ISLAMABAD -- A first-ever same-sex marriage followed immediately by a first gay divorce? That's the question which has baffled Pakistanis in the country's southwest Baluchistan province this week.
It began with June 15 report in the Baluchistan Express, a newspaper in Quetta, the capital of Baluchistan province, about the marriage of two young men in the remote Jaffarabad district. The two men were promptly arrested, along with a third man who recited the marital vows.
They have not yet been convicted, and it was unclear whether -- or how soon -- they might even face trial, but a conviction on the charge of homosexuality in Pakistan carries a maximum sentence of life imprisonment.
A senior government official in Quetta told CBS News on Wednesday that the two men had offered to divorce if police would let them go free.
"Even the (offer of a) divorce cannot save them from prosecution.
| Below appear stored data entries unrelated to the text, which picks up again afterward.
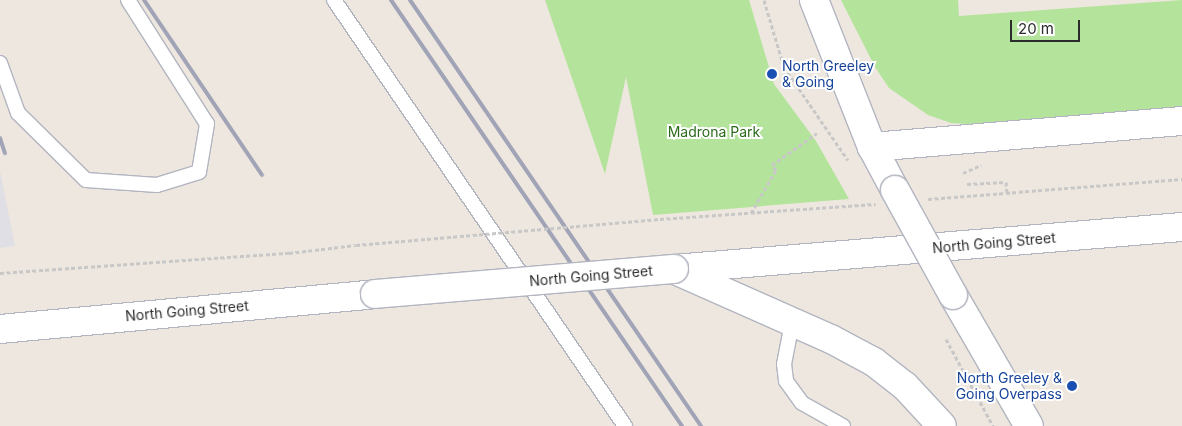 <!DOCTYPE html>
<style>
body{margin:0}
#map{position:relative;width:1182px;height:426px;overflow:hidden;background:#eee7df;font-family:Inter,sans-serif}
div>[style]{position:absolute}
.industrial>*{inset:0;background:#e1dfe6}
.green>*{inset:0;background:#b4e49c}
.path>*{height:3px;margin-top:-1.5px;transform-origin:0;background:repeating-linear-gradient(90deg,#c8c8c8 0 4px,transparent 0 6.5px)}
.roads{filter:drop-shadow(1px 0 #b2b5c0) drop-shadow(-1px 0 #b2b5c0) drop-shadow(0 1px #b2b5c0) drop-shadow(0 -1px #b2b5c0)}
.service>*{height:14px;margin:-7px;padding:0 7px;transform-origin:7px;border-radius:7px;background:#fff}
.secondary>*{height:28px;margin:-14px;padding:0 14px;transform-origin:14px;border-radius:14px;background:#fff}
.rail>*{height:4px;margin:-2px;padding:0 2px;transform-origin:2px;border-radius:2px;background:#a1a4b6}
.path-bridge>*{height:3px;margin-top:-1.5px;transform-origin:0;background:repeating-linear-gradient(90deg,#c8c8c8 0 4px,transparent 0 6.5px)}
.bridges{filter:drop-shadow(1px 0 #b2b5c0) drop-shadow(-1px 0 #b2b5c0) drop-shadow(0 1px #b2b5c0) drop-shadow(0 -1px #b2b5c0)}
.secondary-bridge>*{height:28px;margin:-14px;padding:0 14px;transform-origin:14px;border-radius:14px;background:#fff}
.dots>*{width:14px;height:14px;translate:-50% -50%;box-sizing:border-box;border:2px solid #fff;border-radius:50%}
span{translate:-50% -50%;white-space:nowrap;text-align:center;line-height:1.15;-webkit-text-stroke:4px #fff;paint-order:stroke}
.transit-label{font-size:14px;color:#164399}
.left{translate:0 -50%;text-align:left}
.right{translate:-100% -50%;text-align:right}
.park-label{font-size:14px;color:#2c6b1b}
.street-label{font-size:14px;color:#2c2c2c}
.scale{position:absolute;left:1010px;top:20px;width:70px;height:22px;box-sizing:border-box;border:2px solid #2c2c2c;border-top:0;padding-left:6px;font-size:15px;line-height:18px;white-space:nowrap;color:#2c2c2c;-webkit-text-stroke:4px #fff;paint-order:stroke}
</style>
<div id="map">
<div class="industrial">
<i style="clip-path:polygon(0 171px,15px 246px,0 248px)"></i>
</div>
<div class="green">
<i style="clip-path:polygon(545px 0,749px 0,774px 84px,816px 141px,849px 199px,653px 215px,626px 77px,605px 174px)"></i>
<i style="clip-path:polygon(841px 0,958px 0,959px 16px,1182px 0,1182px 108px,968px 124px,951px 123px,928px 115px,889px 88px,875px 67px)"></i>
</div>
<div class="path">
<i style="left:764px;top:0;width:70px;rotate:73.4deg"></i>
<i style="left:784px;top:67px;width:113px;rotate:55.5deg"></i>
<i style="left:963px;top:173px;width:20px;rotate:-24deg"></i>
<i style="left:967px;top:184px;width:39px;rotate:-3deg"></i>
<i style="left:1006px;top:182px;width:11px;rotate:85deg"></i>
<i style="left:928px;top:199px;width:255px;rotate:-4.5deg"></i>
<i style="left:751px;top:213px;width:50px;rotate:-59.8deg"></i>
<i style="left:776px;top:170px;width:6px;rotate:-129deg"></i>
<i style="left:772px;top:165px;width:55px;rotate:-35.4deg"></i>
<i style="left:660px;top:219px;width:216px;rotate:-4deg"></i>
<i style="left:0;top:273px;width:290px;rotate:-4deg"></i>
<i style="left:289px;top:253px;width:67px;rotate:-6.8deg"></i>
<i style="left:946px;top:339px;width:99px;rotate:61.6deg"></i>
</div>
<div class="roads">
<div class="service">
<i style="left:334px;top:0;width:516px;rotate:55.66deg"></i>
<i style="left:0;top:63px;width:53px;rotate:70.2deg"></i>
<i style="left:18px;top:113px;width:95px;rotate:44.6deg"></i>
<i style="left:86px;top:180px;width:71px;rotate:4deg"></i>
<i style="left:157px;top:185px;width:44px;rotate:-17.2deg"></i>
<i style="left:199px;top:172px;width:49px;rotate:-80.5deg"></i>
<i style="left:207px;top:124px;width:147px;rotate:-122.5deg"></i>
<i style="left:792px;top:323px;width:42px;rotate:101deg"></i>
<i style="left:784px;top:364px;width:17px;rotate:83deg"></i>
<i style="left:786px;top:381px;width:27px;rotate:54deg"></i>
<i style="left:802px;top:403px;width:47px;rotate:29.3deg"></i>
</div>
<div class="secondary">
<i style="left:814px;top:0;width:158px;rotate:68.5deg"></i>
<i style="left:872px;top:147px;width:49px;rotate:61.9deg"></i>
<i style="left:872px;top:147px;width:311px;rotate:-4.8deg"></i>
<i style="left:674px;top:269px;width:510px;rotate:-4.73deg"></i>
<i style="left:675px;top:270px;width:171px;rotate:23.9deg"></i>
<i style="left:831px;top:339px;width:49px;rotate:28.1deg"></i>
<i style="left:874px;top:362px;width:39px;rotate:38deg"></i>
<i style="left:905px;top:386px;width:54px;rotate:47.2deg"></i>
<i style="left:953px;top:295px;width:151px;rotate:59.9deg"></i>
<i style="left:0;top:329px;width:377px;rotate:-5.3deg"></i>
</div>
</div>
<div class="rail">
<i style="left:144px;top:0;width:211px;rotate:56deg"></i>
<i style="left:391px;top:0;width:516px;rotate:55.66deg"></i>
<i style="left:410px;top:0;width:516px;rotate:55.66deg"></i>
<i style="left:0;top:138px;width:16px;rotate:72deg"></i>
</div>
<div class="path-bridge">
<i style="left:356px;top:245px;width:305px;rotate:-4.9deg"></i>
</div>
<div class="bridges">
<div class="secondary-bridge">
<i style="left:895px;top:190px;width:120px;rotate:61.1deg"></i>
<i style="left:375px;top:294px;width:300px;rotate:-4.8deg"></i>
</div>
</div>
<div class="dots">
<i style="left:772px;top:74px;background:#1a4fb4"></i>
<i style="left:1072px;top:386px;background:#1a4fb4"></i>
</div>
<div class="transit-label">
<span class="left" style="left:782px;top:74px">North Greeley<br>&amp; Going</span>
<span class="right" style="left:1062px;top:386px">North Greeley &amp;<br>Going Overpass</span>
</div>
<div class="park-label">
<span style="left:714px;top:132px">Madrona Park</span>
</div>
<div class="street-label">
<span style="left:994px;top:243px;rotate:-5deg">North Going Street</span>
<span style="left:591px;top:276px;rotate:-5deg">North Going Street</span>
<span style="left:187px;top:311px;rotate:-5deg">North Going Street</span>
</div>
<div class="scale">20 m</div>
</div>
The law doesn't recognize gay marriages, so we can obviously not recognize a gay divorce," said the official, who spoke on the condition of anonymity.
The official said the two men had told police the marriage was just a joke, but added that local officers had spoken to other people from the area, "who said these two men had an exceptionally close relationship," including alleged acts of homosexuality.
Authorities were withholding the names of all three men for fear they could be targeted by Islamic extremists.
A United Nations official in Islamabad told CBS News that there are other cases of men "living together in Pakistan, but their cases go unnoticed."
In Pakistan, the U.N. official said, "gay marriage may be rare, but homosexuality is not."